Mr. Jones has not been charged with any offence and it is important not to include him in the criminal category of the other two villains unless he is legally proven guilty of the type of wrongdoing they were.
In a Ponzi scheme money entrusted to the perpetrator in order to be invested is used instead in whole or in part to pay profits to earlier investors who are led to believe these sums derive from the increase of their capital resulting from successfull investments.
Media accounts of sensational losses are misleading since while the scheme is operating – often for many years as in Madoff’s case – some investors are paid a substantially higher percentage profit than the average generated in the legitimate financial markets. The inflated profits have to be deducted from the amount of their capital in calculating the actual loss incurred when the pyramid inevitably collapses.

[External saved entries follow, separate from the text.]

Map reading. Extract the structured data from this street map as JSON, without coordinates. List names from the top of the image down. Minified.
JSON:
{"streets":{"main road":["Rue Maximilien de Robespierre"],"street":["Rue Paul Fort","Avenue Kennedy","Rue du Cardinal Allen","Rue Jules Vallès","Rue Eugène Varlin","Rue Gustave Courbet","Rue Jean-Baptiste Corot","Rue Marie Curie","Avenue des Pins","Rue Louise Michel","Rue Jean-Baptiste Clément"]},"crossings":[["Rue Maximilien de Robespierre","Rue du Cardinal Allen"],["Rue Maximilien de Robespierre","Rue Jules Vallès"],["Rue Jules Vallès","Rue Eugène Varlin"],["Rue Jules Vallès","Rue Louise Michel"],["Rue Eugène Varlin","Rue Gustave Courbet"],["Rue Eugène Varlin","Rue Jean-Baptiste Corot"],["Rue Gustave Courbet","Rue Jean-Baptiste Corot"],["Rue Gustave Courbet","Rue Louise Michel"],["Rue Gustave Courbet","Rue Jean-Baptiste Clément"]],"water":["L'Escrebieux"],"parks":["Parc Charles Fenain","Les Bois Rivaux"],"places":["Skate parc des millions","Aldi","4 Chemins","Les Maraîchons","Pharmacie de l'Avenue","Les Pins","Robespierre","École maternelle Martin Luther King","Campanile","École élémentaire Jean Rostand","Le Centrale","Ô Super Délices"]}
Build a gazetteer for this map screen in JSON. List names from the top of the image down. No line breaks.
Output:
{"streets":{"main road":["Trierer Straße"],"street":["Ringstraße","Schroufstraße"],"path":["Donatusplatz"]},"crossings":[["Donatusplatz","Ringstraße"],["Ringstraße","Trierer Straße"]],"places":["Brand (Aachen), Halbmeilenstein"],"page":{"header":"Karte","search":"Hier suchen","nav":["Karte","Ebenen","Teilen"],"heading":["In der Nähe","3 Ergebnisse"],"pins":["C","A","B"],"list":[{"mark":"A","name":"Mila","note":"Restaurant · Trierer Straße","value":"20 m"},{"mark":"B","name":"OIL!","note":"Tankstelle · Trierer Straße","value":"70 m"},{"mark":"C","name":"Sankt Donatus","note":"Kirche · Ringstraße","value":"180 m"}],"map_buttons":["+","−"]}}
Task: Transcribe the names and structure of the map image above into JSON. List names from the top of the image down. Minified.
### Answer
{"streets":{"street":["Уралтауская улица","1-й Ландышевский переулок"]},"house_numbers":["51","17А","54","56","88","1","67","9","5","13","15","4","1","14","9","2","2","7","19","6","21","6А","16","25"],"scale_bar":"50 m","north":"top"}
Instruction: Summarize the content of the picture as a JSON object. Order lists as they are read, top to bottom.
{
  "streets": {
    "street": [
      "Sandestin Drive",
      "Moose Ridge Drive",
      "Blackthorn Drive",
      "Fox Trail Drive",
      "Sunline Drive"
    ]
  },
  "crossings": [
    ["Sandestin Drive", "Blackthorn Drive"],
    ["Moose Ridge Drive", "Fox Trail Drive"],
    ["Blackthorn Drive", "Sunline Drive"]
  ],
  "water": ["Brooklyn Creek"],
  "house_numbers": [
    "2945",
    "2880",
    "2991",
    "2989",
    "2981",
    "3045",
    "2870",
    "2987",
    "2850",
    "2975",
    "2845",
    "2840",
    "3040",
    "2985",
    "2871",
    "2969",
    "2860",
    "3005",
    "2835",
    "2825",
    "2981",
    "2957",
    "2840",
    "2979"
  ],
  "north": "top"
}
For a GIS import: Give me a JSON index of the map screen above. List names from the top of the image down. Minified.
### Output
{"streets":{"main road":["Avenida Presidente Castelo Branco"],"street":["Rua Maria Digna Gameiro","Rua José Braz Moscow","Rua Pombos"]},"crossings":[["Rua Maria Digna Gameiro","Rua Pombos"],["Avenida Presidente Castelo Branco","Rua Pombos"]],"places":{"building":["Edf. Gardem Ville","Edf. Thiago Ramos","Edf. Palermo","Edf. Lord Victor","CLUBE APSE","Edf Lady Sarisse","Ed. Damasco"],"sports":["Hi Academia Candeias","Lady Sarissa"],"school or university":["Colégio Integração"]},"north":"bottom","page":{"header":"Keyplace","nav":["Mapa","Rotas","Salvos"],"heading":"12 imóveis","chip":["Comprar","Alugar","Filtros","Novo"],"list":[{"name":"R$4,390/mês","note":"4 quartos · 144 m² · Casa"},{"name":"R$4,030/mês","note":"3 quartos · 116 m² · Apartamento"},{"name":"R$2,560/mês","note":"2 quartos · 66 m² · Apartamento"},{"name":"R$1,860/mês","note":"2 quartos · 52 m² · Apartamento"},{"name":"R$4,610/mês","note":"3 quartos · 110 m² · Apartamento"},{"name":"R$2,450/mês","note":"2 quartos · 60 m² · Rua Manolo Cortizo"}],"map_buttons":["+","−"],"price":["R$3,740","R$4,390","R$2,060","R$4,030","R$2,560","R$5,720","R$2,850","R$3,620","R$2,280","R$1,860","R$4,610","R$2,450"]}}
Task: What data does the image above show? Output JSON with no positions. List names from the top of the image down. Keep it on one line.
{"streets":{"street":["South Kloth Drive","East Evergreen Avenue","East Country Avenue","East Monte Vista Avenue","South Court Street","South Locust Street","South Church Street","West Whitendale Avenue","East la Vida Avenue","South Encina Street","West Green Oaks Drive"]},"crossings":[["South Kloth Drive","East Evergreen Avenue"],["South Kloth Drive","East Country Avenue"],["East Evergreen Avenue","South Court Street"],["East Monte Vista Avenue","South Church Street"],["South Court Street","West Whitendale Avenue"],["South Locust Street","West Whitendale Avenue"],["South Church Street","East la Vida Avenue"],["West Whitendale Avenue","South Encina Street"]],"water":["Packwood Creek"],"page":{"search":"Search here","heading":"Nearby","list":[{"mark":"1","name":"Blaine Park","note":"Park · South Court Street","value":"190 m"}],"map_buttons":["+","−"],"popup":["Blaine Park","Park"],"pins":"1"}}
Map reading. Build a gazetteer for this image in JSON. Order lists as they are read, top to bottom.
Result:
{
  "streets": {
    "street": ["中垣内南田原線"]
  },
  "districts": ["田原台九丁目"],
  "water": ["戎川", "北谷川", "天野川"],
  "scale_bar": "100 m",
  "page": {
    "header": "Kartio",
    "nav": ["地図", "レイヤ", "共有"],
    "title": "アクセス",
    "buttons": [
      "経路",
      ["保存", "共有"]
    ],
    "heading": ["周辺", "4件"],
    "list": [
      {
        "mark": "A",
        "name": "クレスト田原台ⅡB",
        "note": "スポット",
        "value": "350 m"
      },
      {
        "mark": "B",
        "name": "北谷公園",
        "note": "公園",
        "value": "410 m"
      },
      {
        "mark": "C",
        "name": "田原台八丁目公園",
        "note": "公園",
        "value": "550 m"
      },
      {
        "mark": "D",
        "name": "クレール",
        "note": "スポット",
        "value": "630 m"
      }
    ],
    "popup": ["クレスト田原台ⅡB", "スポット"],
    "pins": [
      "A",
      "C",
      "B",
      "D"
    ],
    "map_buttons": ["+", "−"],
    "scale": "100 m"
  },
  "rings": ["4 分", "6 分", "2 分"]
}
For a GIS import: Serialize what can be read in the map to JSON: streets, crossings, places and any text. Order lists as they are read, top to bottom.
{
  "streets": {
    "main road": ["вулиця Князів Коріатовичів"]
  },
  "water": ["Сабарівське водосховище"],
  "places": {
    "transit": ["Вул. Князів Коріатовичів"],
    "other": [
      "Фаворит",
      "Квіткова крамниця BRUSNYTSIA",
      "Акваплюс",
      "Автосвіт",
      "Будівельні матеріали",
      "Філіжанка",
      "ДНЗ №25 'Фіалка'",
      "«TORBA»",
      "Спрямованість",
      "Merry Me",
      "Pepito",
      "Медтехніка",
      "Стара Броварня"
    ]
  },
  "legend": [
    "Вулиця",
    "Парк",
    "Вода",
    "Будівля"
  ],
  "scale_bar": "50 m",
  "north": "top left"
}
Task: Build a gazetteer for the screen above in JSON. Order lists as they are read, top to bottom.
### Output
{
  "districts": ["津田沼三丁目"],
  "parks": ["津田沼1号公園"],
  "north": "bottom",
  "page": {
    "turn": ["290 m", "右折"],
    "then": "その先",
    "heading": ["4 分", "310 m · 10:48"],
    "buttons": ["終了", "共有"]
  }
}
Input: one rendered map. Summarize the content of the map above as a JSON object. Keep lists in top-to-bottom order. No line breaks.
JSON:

This inevitability of collapse, and therefore of detection and prosecution, underscores the particular psychopathy typical of this class of criminal. Perpetrators of Ponzi schemes live in a fantasy world in which their egos are fuelled by the gratitude of victims for the perceived superior profits generated by the acumen of their phoney persona, the ‘brilliant investment advisor/financial consultant’. An element of desperate delusion sets in as the perpetrator clings to the unrealistic hope of recouping the misappropriated funds by investing available capital in increasingly risky ventures, leading to further losses and the need to dupe additional victims in order to continue the illusion of respectability.
Perhaps the psychological strain of living such a charade explains why someone like Madoff, who presumably had the means to stave off his incarceration long enough to live out a considerable portion of his remaining years on bail, would choose instead to commence his sentence of dying in jail within a few months of being apprehended.